───── Material supplied ─────
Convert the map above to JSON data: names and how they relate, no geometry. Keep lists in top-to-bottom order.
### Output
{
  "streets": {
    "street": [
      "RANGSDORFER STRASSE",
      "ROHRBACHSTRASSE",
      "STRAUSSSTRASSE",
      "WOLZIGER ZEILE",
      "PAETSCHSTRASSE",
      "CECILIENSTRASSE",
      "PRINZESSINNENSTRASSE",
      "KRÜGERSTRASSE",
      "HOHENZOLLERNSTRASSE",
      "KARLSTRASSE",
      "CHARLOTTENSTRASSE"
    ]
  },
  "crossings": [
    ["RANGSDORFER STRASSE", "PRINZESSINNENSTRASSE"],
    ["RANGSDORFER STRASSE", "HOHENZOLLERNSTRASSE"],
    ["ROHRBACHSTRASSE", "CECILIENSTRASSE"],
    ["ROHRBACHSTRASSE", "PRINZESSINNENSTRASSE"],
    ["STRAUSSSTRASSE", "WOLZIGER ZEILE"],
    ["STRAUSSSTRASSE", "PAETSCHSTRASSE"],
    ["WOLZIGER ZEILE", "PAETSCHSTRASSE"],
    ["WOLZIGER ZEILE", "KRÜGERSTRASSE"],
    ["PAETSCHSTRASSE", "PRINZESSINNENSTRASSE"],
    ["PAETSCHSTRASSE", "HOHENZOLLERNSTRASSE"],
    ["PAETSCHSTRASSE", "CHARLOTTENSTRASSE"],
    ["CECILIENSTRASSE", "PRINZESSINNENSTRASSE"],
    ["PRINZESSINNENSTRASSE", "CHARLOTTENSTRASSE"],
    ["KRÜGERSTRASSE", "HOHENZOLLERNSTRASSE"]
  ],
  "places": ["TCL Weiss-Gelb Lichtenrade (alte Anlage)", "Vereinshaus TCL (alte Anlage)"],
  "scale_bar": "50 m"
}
─────
Pick every line of the data that includes the string "KRÜGERSTRASSE".

      "KRÜGERSTRASSE",
    ["WOLZIGER ZEILE", "KRÜGERSTRASSE"],
    ["KRÜGERSTRASSE", "HOHENZOLLERNSTRASSE"]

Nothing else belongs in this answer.